Internet Schachweltweltmeisterschaft der
FIDE
Von Dorian Rogozenko
Die Internet-Schachweltmeisterschaft (WICC) wurde von der FIDE auf ihrer
Website www.fide.com organisiert. Das Hauptziel bestand darin, acht
Spieler zu bestimmen, die sich für die Weltmeisterschaft qualifizieren
würden, welche am 25. November in Moskau beginnt.
Wie nahm alles seinen Anfang? Auf der FIDE-Website wurde verkündet, dass
ab Ende Juni jeder, der die Mitgliedsgebühr von 39 US-Dollar entrichtet,
zum ersten Teil der Veranstaltung zugelassen werden würde, welche am 15.
September beendet sein sollte (am Ende wurde diese um 10 weitere Tage
verlängert). Anschließend würden die Teilnehmer, welche die Ränge 1-256
einnahmen, auf weitere 256 stoßen und ins Halbfinale einziehen. Diese
weiteren 256 Spieler tauchten letztendlich niemals auf, und ich habe nicht
die leiseste Ahnung, wer sie eigentlich sein sollten. Von den insgesamt
512 Teilnehmern sollten 64 ins Finale vorrücken, wo denen sich dann die
besten acht für die Weltmeisterschaft qualifizierten. Die Zeitkontrolle
für die WICC-Partien betrug 25 Minuten pro Spieler für die gesamte Partie,
mit 15 Sekunden Bonus pro Zug.
Was geschah in Wirklichkeit? Ende August war klar, das JEDER, der die
Mitgliedsgebühr entrichtete, sich unter den ersten 256 befinden würde,
einfach aus dem Grund, weil die Anzahl der Gesamtteilnehmer (Mitglieder)
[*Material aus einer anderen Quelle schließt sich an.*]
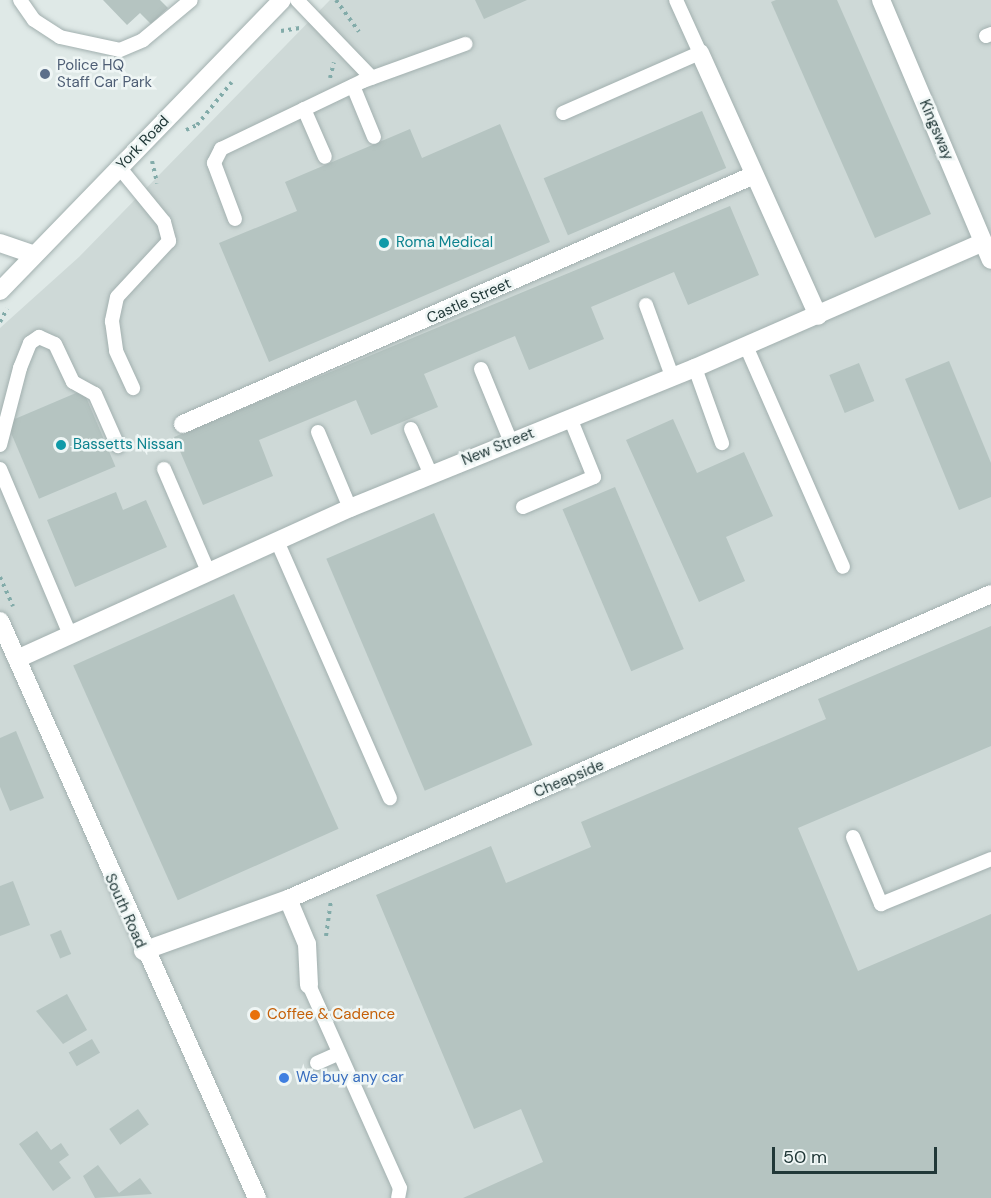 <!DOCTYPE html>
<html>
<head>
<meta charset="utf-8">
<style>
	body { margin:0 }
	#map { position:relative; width:991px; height:1198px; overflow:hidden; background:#dfe9e7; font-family:"DM Sans",sans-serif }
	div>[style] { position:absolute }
	.built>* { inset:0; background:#ced9d7 }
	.building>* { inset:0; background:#b5c4c1; transform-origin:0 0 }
	.path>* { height:4px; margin-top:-2px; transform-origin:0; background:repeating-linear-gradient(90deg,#82aba9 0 3px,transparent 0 7.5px) }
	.roads { filter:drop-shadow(0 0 2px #a2b0af) drop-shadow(0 0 2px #a2b0af) }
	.lane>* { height:14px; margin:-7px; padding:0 7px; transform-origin:7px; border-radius:7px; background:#fff }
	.street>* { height:18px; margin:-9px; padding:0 9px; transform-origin:9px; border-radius:9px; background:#fff }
	.dots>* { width:16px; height:16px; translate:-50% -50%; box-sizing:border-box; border:3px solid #eff6f5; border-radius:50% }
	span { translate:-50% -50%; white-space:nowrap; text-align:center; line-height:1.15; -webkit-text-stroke:5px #eff6f5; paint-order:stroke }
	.service-label { font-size:15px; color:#4e5e75 }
	.left { translate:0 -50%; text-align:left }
	.street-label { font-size:15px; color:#213838 }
	.culture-label { font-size:15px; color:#0d838f }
	.food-label { font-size:15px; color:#c56008 }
	.shop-label { font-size:15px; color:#366cbe }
	.scale { position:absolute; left:772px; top:1147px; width:165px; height:27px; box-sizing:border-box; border:3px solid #213838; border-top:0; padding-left:8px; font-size:18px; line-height:21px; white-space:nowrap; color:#213838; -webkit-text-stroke:4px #eff6f5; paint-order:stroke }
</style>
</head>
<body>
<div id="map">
	<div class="built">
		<div style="clip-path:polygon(330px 0,991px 0,991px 1198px,0 1198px,0 328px,79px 257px)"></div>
	</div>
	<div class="building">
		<div style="clip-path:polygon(103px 0,160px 0,168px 8px,151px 24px,140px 13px,127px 25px)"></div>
		<div style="clip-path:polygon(475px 0,527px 0,484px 19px)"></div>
		<div style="clip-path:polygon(776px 0,837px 0,931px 214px,875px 238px,771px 2px)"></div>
		<div style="left:702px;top:111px;width:62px;height:172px;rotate:67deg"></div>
		<div style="clip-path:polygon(500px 124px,550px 242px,269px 362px,219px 243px,297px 211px,285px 182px,410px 129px,422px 158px)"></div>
		<div style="clip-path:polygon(730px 206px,759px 275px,688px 305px,674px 272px,591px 307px,604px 339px,529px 370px,515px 336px,424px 374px,438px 407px,371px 435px,356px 400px,259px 440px,273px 476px,203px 505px,174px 437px)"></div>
		<div style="clip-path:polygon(949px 361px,991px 463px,991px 497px,959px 510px,905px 379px)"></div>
		<div style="left:859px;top:363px;width:41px;height:32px;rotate:68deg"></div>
		<div style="left:83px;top:390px;width:83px;height:83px;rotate:67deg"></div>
		<div style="clip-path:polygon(673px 419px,697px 473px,744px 452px,773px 516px,726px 537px,745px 581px,699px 602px,626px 440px)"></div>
		<div style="left:615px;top:487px;width:176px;height:57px;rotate:67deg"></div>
		<div style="clip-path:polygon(116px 492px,123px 510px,146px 500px,167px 547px,75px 587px,47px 520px)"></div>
		<div style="left:434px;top:513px;width:252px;height:117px;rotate:67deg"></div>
		<div style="left:234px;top:594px;width:257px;height:176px;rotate:66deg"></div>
		<div style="clip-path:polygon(991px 626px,991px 746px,798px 828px,858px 971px,991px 914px,991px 1198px,463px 1198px,543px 1162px,521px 1109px,474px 1129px,376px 895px,491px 846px,506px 883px,591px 847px,581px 822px,826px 719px,818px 699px)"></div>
		<div style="clip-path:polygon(16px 731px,44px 798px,10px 811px,0 787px,0 738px)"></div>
		<div style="clip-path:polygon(13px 881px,30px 925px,0 936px,0 886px)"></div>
		<div style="left:61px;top:930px;width:26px;height:12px;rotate:67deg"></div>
		<div style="clip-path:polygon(67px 994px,87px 1030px,63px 1044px,36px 1011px)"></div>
		<div style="left:92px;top:1039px;width:16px;height:27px;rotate:60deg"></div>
		<div style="left:138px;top:1109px;width:19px;height:35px;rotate:55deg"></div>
		<div style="clip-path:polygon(37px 1131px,51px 1150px,61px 1143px,69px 1155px,59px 1162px,71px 1178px,53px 1191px,19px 1144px)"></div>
		<div style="clip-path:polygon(98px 1165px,119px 1193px,140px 1178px,152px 1194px,95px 1198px,83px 1176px)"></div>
	</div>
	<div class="path">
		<div style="left:336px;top:0;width:39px;rotate:54deg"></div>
		<div style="left:281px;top:31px;width:19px;rotate:-9deg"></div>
		<div style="left:330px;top:78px;width:16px;rotate:-76deg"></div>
		<div style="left:186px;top:130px;width:12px;rotate:-24deg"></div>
		<div style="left:197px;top:125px;width:55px;rotate:-50.9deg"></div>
		<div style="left:152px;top:161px;width:23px;rotate:77deg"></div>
		<div style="left:0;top:322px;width:15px;rotate:-62deg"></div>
		<div style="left:0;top:577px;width:32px;rotate:66deg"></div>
		<div style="left:326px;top:936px;width:34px;rotate:-82deg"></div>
	</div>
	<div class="roads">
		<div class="lane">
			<div style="left:20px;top:0;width:24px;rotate:55deg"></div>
			<div style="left:34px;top:20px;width:31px;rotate:33deg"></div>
			<div style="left:60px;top:37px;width:61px;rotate:12.2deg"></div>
			<div style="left:120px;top:50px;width:25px;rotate:-23deg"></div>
			<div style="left:143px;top:40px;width:62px;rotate:-39.8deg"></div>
			<div style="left:297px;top:0;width:108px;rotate:46.1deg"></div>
			<div style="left:986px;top:36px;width:5px;rotate:-22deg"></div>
			<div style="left:353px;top:86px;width:55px;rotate:67.6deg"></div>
			<div style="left:304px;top:109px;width:52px;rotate:66.4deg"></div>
			<div style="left:563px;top:113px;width:150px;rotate:-23.7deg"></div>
			<div style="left:700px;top:53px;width:58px;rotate:-114.4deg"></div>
			<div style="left:119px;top:167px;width:71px;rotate:50.7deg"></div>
			<div style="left:164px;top:222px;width:20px;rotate:75deg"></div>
			<div style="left:169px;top:241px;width:76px;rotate:132.9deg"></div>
			<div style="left:117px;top:297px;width:25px;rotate:102deg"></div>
			<div style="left:112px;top:321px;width:30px;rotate:82deg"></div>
			<div style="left:116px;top:351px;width:41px;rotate:65.3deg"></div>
			<div style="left:235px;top:219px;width:60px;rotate:-110.6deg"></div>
			<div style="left:214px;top:163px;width:16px;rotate:-63deg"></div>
			<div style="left:221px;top:149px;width:157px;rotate:-25.6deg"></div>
			<div style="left:363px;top:81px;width:109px;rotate:-19.9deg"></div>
			<div style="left:646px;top:305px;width:76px;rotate:69.9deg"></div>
			<div style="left:746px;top:346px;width:241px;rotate:66.3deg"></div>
			<div style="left:695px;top:368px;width:80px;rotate:70.2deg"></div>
			<div style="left:481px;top:369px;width:79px;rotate:67.7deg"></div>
			<div style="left:411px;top:429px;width:50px;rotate:66.5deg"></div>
			<div style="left:318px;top:432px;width:82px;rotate:67.2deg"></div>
			<div style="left:0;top:445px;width:80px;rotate:-75.4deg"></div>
			<div style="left:20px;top:368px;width:27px;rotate:-68deg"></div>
			<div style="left:30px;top:343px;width:11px;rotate:-34deg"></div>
			<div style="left:39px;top:337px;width:17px;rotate:24deg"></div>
			<div style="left:55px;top:344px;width:42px;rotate:64.7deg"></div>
			<div style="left:73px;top:382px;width:25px;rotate:29deg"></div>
			<div style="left:95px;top:394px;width:57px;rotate:66.1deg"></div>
			<div style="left:0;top:469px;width:180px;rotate:67.1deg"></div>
			<div style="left:164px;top:469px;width:111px;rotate:66.7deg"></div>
			<div style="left:523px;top:507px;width:77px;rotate:-22.9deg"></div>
			<div style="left:594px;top:477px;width:64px;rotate:-112.1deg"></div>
			<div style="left:277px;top:541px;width:281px;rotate:66.3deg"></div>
			<div style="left:853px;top:837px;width:73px;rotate:67.3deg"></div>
			<div style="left:881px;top:904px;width:119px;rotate:-22.2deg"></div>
			<div style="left:309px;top:985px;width:222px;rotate:65.9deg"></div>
			<div style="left:400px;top:1188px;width:10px;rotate:101deg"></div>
			<div style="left:317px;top:1063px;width:24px;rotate:-24deg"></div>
		</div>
		<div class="street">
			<div style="left:881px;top:0;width:282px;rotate:67.1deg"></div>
			<div style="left:700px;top:53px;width:288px;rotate:65.8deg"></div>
			<div style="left:0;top:243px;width:34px;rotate:19deg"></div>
			<div style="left:0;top:291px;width:405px;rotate:-45.9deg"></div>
			<div style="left:183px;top:424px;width:623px;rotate:-23.56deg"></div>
			<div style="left:0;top:621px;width:632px;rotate:65.99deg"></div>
			<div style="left:17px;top:659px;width:366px;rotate:-24.4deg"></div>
			<div style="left:350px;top:508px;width:372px;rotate:-22.1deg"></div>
			<div style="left:695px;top:368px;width:314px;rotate:-23.6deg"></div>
			<div style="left:288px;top:899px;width:49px;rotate:67.1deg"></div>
			<div style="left:307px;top:944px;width:41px;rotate:87.2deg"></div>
			<div style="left:143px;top:951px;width:154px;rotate:-19.7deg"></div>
			<div style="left:288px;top:899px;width:766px;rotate:-23.45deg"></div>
		</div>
	</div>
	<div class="dots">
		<div style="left:45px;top:74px;background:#5c6f8a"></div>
		<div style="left:384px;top:243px;background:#0f9aa8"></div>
		<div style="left:61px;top:445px;background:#0f9aa8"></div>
		<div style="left:255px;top:1015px;background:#e8710a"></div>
		<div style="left:284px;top:1078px;background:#3f7fe0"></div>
	</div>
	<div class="service-label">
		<span class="left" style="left:57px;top:74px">Police HQ<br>Staff Car Park</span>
	</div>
	<div class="street-label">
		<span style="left:936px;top:130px;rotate:67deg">Kingsway</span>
		<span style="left:143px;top:143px;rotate:-46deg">York Road</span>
		<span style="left:469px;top:301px;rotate:-24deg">Castle Street</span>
		<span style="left:498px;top:447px;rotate:-22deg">New Street</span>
		<span style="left:569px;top:779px;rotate:-23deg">Cheapside</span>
		<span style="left:125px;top:911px;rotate:66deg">South Road</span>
	</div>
	<div class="culture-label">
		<span class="left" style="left:396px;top:243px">Roma Medical</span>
		<span class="left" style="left:73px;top:445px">Bassetts Nissan</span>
	</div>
	<div class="food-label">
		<span class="left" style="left:267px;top:1015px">Coffee &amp; Cadence</span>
	</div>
	<div class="shop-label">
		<span class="left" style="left:296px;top:1078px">We buy any car</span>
	</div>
	<div class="scale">50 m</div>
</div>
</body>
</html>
geringer war. Es gab nur eine kleinere Einschränkung: jeder Spieler, der
das Halbfinale bestreiten wollte, musste vor dem 24. September mindestens
vier Partien spielen, was, wie man sich vorstellen kann, kaum ein Problem
darstellte. Das Halbfinale begann am 25. September mit lediglich 102
Spielern anstatt der erwarteten 512. Dadurch wurden die Möglichkeit einer
Qualifikation für das Finale erheblich erhöht - die Aufgabe bestand darin,
einen der ersten 64 Plätze von 102 zu belegen, nicht von 512 (ein ganz
schöner Unterschied!). Alle Phasen der WICC wurden nach Schweizer System
ausgetragen, also nicht im K.O.-Modus (obwohl man bei 512 bzw. 64
vorgesehenen Spielern eher selbigen erwarten würde). Das Halbfinale
ersteckte sich über neun Runden nach offenem Schweizer System, das Finale
über acht Runden.
In der Finalphase - acht Runden - kämpften also 64 Spieler um acht Plätze.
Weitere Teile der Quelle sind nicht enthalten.